### Assignment
From the first line to the last, print the records exactly.

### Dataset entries

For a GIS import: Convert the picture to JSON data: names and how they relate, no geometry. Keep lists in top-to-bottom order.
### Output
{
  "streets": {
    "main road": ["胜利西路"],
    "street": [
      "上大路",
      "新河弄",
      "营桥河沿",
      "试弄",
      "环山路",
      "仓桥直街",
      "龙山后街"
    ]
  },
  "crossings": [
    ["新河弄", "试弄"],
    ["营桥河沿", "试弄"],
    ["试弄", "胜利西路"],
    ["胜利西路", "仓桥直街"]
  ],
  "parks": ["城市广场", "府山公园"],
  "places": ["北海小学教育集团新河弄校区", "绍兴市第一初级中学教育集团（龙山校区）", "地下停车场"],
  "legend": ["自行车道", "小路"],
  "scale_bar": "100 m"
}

### Your response
For a GIS import: Convert the picture to JSON data: names and how they relate, no geometry. Keep lists in top-to-bottom order.
### Output
{
  "streets": {
    "main road": ["胜利西路"],
    "street": [
      "上大路",
      "新河弄",
      "营桥河沿",
      "试弄",
      "环山路",
      "仓桥直街",
      "龙山后街"
    ]
  },
  "crossings": [
    ["新河弄", "试弄"],
    ["营桥河沿", "试弄"],
    ["试弄", "胜利西路"],
    ["胜利西路", "仓桥直街"]
  ],
  "parks": ["城市广场", "府山公园"],
  "places": ["北海小学教育集团新河弄校区", "绍兴市第一初级中学教育集团（龙山校区）", "地下停车场"],
  "legend": ["自行车道", "小路"],
  "scale_bar": "100 m"
}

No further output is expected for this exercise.